As of Feb. 1, the hospice had housed 17 people -- 11 of them from UCSF, according to Carlyle Coash, director of guest services. One afternoon they included a 93-year-old woman with dementia, a man in his 50s with HIV and a homeless person with liver cancer. Their housemates were a woman in her 70s with end-stage multiple sclerosis and a Zen priest, admitted at age 95 for “failure to thrive.”
“This might not be their own home, but we want to create an atmosphere that’s as close as possible,” Coash said. Although the Guest House is licensed as a residential care facility for the chronically ill, it feels more like a sanctuary, with a Buddhist sensibility and modern touches -- such as an elevator, access ramp and retracted sprinkler heads in the ceiling.
“Rather than looking at it as people who are dying here, people are really living here until they die,” said Roy Remer, who has trained more than 50 volunteer caregivers. “There's joy, humor, sadness and sensual delights -- food is very popular. And all the messiness of relationships comes up.”
Hawgood said the daily cost of a Guest House bed is $525 to $575, compared with $6,000 for a UCSF hospital room.
“I was immeasurably enriched from the experience,” said Margaret Martin, executive director of the UCSF Medical Group, whose 67-year-old mother spent the final two weeks of her life at the Guest House before dying of lung cancer.
Residents can be as solitary or as social as they wish. When a death occurs, volunteers perform a ritual bathing with herbs, set up a shrine and sprinkle the body with rose petals.
As Remer described the process, a volunteer interrupted: “Lou just passed away.” He was referring to Louis Hartman, a 95-year-old Zen priest.

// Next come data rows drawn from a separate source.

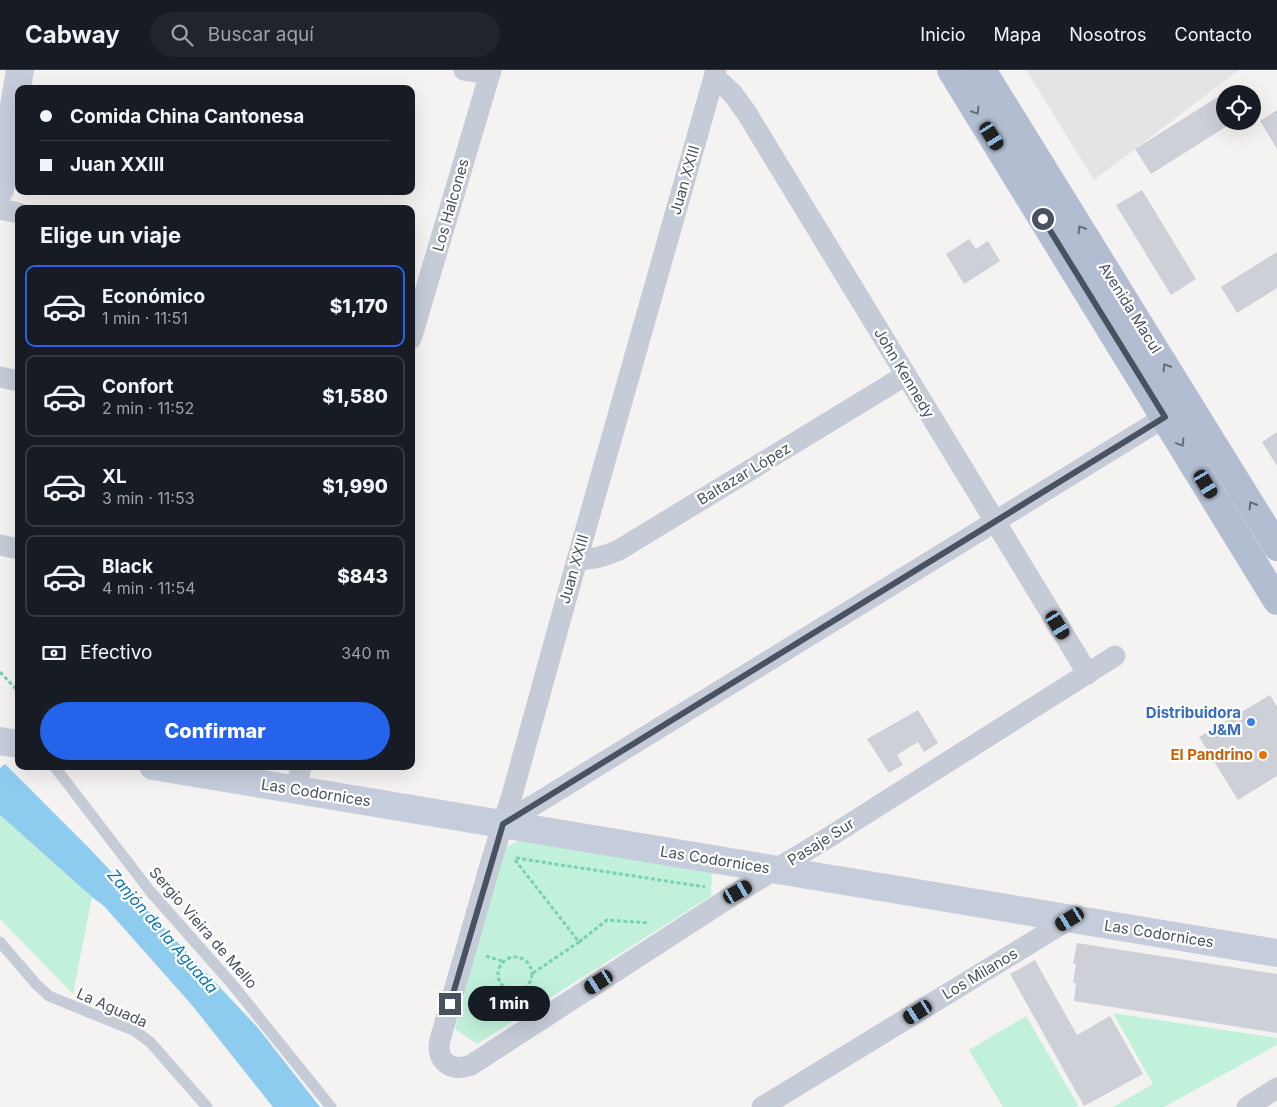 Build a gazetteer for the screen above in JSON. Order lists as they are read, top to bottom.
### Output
{
  "streets": {
    "main road": ["Avenida Macul"],
    "street": [
      "Juan XXIII",
      "Los Halcones",
      "John Kennedy",
      "Baltazar López",
      "Las Codornices",
      "Pasaje Sur",
      "Los Milanos"
    ],
    "lane": ["Sergio Vieira de Mello", "La Aguada"]
  },
  "crossings": [
    ["Juan XXIII", "John Kennedy"],
    ["Juan XXIII", "Baltazar López"],
    ["Juan XXIII", "Las Codornices"],
    ["Juan XXIII", "Pasaje Sur"],
    ["John Kennedy", "Baltazar López"],
    ["John Kennedy", "Pasaje Sur"],
    ["Las Codornices", "Pasaje Sur"],
    ["Las Codornices", "Los Milanos"]
  ],
  "water": ["Zanjón de la Aguada"],
  "places": ["Distribuidora J&M", "El Pandrino"],
  "page": {
    "header": "Cabway",
    "search": "Buscar aquí",
    "nav": [
      "Inicio",
      "Mapa",
      "Nosotros",
      "Contacto"
    ],
    "banner": ["Comida China Cantonesa", "Juan XXIII"],
    "heading": "Elige un viaje",
    "list": [
      {
        "name": "Económico",
        "note": "1 min · 11:51",
        "value": "$1,170"
      },
      {
        "name": "Confort",
        "note": "2 min · 11:52",
        "value": "$1,580"
      },
      {
        "name": "XL",
        "note": "3 min · 11:53",
        "value": "$1,990"
      },
      {
        "name": "Black",
        "note": "4 min · 11:54",
        "value": "$843"
      }
    ],
    "pay": ["Efectivo", "340 m"],
    "buttons": "Confirmar",
    "bubble": "1 min"
  }
} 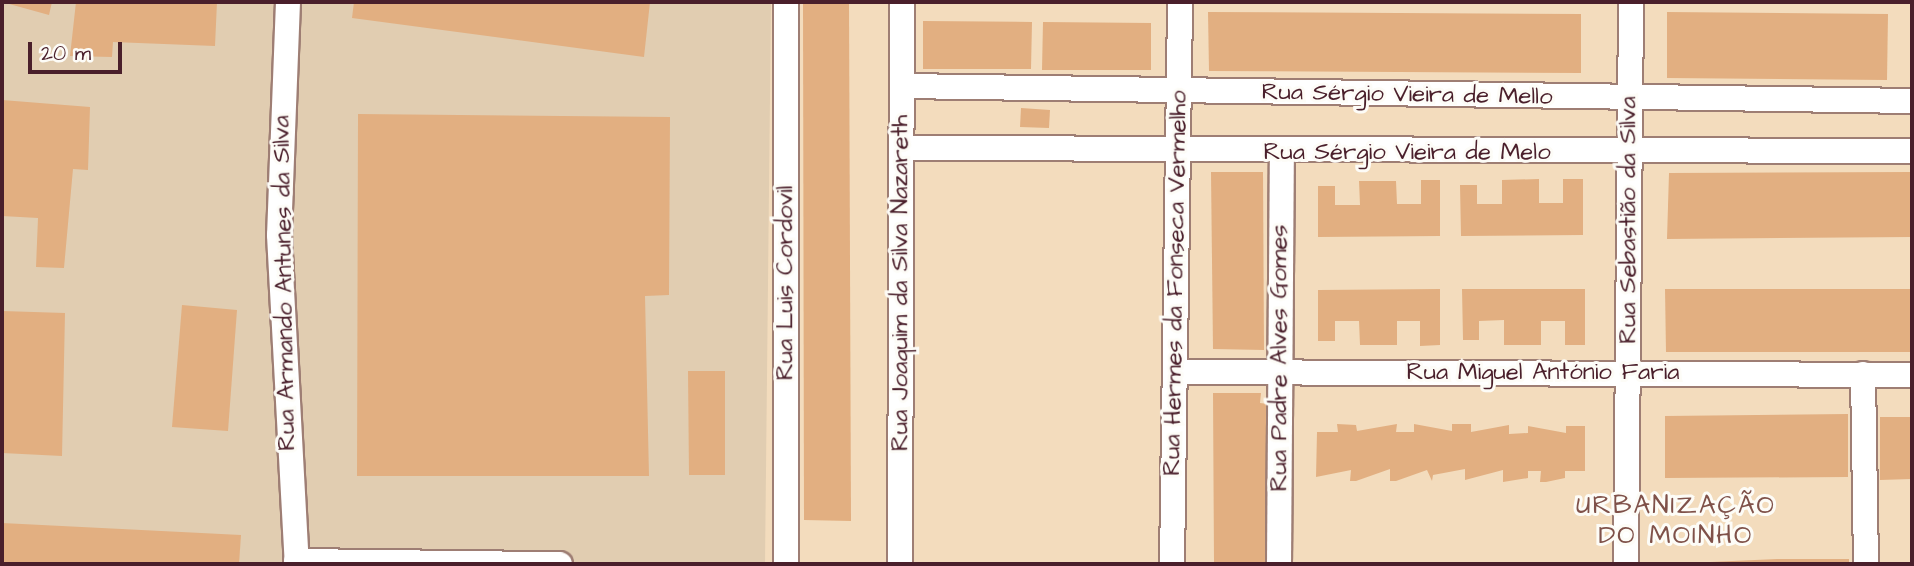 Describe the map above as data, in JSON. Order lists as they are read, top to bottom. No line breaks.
{"streets":{"street":["Rua Sérgio Vieira de Mello","Rua Sérgio Vieira de Melo","Rua Sebastião da Silva","Rua Armando Antunes da Silva","Rua Luis Cordovil","Rua Joaquim da Silva Nazareth","Rua Hermes da Fonseca Vermelho","Rua Padre Alves Gomes","Rua Miguel António Faria"]},"crossings":[["Rua Sérgio Vieira de Mello","Rua Sebastião da Silva"],["Rua Sérgio Vieira de Mello","Rua Joaquim da Silva Nazareth"],["Rua Sérgio Vieira de Mello","Rua Hermes da Fonseca Vermelho"],["Rua Sérgio Vieira de Melo","Rua Sebastião da Silva"],["Rua Sérgio Vieira de Melo","Rua Joaquim da Silva Nazareth"],["Rua Sérgio Vieira de Melo","Rua Hermes da Fonseca Vermelho"],["Rua Sérgio Vieira de Melo","Rua Padre Alves Gomes"],["Rua Sebastião da Silva","Rua Miguel António Faria"],["Rua Hermes da Fonseca Vermelho","Rua Miguel António Faria"],["Rua Padre Alves Gomes","Rua Miguel António Faria"]],"districts":["URBANIZAÇÃO DO MOINHO"],"scale_bar":"20 m"} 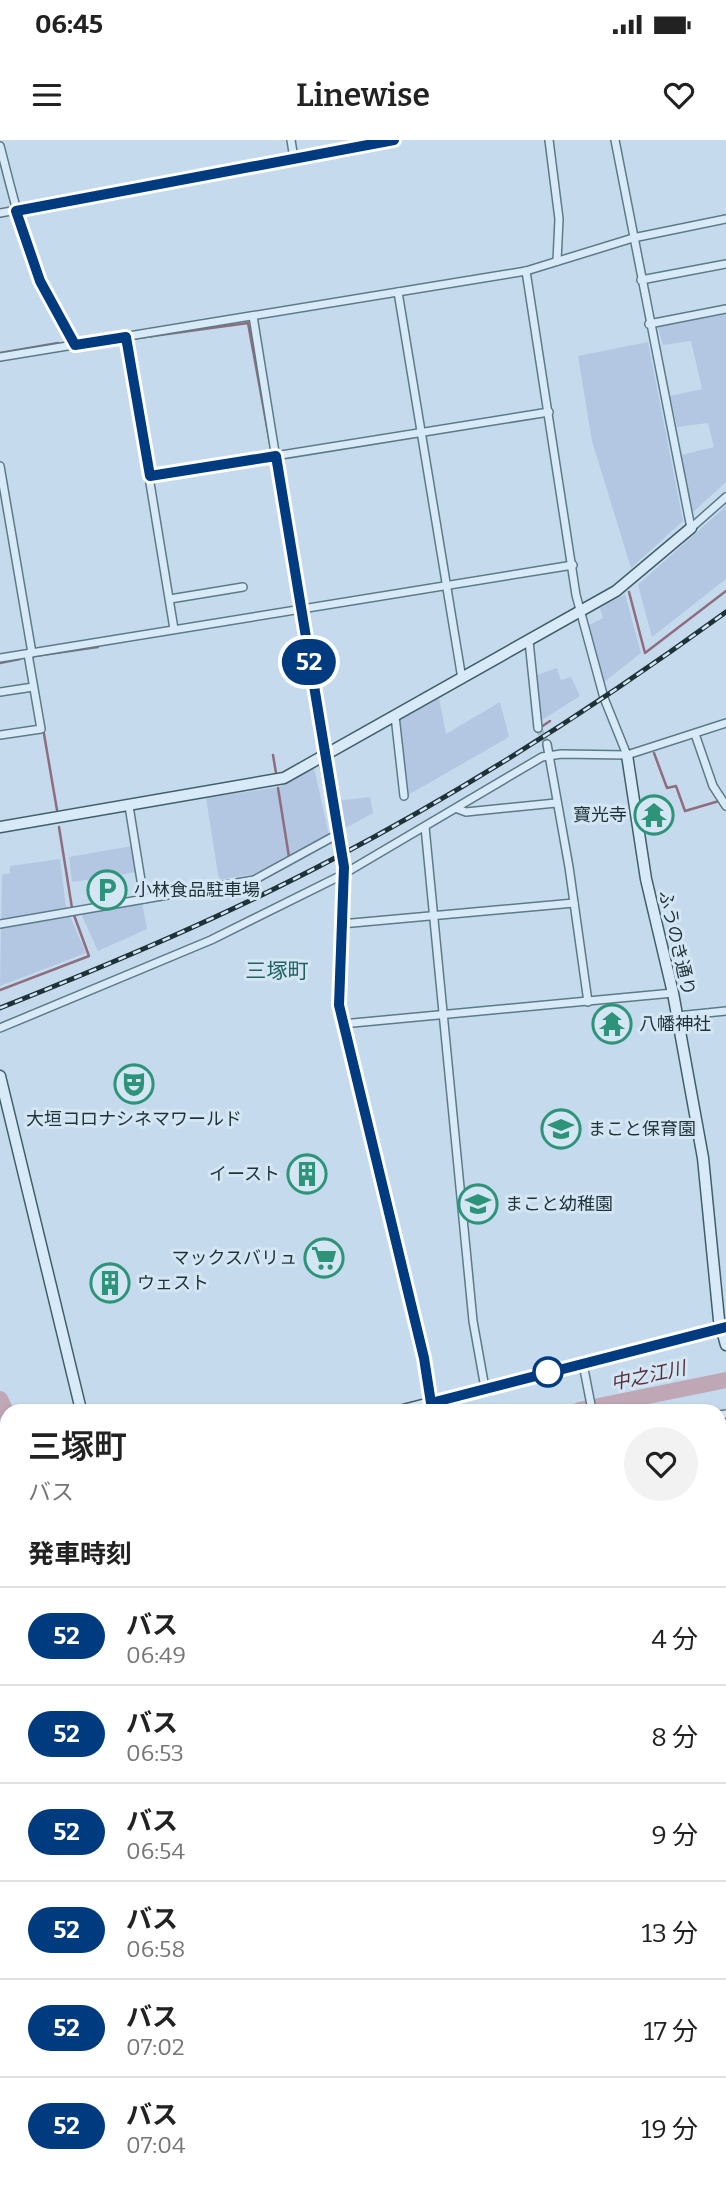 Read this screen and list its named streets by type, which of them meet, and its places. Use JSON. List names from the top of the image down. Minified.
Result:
{"streets":{"street":["ふうのき通り"]},"districts":["三塚町"],"water":["中之江川"],"places":{"temple":["寶光寺","八幡神社"],"parking":["小林食品駐車場"],"theatre":["大垣コロナシネマワールド"],"school or university":["まこと保育園","まこと幼稚園"],"building":["イースト","ウェスト"],"supermarket":["マックスバリュ"]},"lines":["bus line 52"],"page":{"status":"06:45","header":"Linewise","on_map":"52","heading":[["三塚町","バス"],"発車時刻"],"list":[{"mark":"52","name":"バス","note":"06:49","value":"4 分"},{"mark":"52","name":"バス","note":"06:53","value":"8 分"},{"mark":"52","name":"バス","note":"06:54","value":"9 分"},{"mark":"52","name":"バス","note":"06:58","value":"13 分"},{"mark":"52","name":"バス","note":"07:02","value":"17 分"},{"mark":"52","name":"バス","note":"07:04","value":"19 分"}]}}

Suddenly, there was a lot to do. Sometimes, however, there is nothing to do: Palliative care takes many forms.
Pantilat mentioned “The Doctor,” an 1891 painting by Sir Luke Fildes, in which a physician sits at the bedside of a very sick child. “He’s not doing anything that we would call medicine,” Pantilat said. “No IVs, no antibiotics, no monitors, no blood pressure cuffs, nothing. But he’s doing something really important. He’s providing support.”
It’s a portrait of palliative care, a concept as old as medicine itself that began to enter the hospital world in the 1980s and is “incredibly recent,” Pantilat said, as a field of expertise.
Right now there’s a lot going on -- ranging from new Medicare regulations, which pay doctors who discuss end-of-life care with their patients, to an August article in the New England Journal of Medicine that found early palliative care improved quality of life and survival rates in lung cancer patients.
“With palliative care, it takes conversations to get people to think about what they want,” Hawgood said. “And often it’s just being a witness to people suffering rather than coming up with lists of things to do.”
She recalled one patient in the intensive care unit at UCSF who’d become despondent and worn down. Wasn’t there anything he wanted?, she asked. Finally, he confessed to a chocolate addiction. After he moved to a comfort care suite, he was given a brownie.
“He said, ‘Oh, my God, this is divine.’ He took little bites,” Hawgood said. “He kept asking for them, even when he couldn’t swallow anymore. He would smell them. There were just mounds of brownies in front of him when he died.”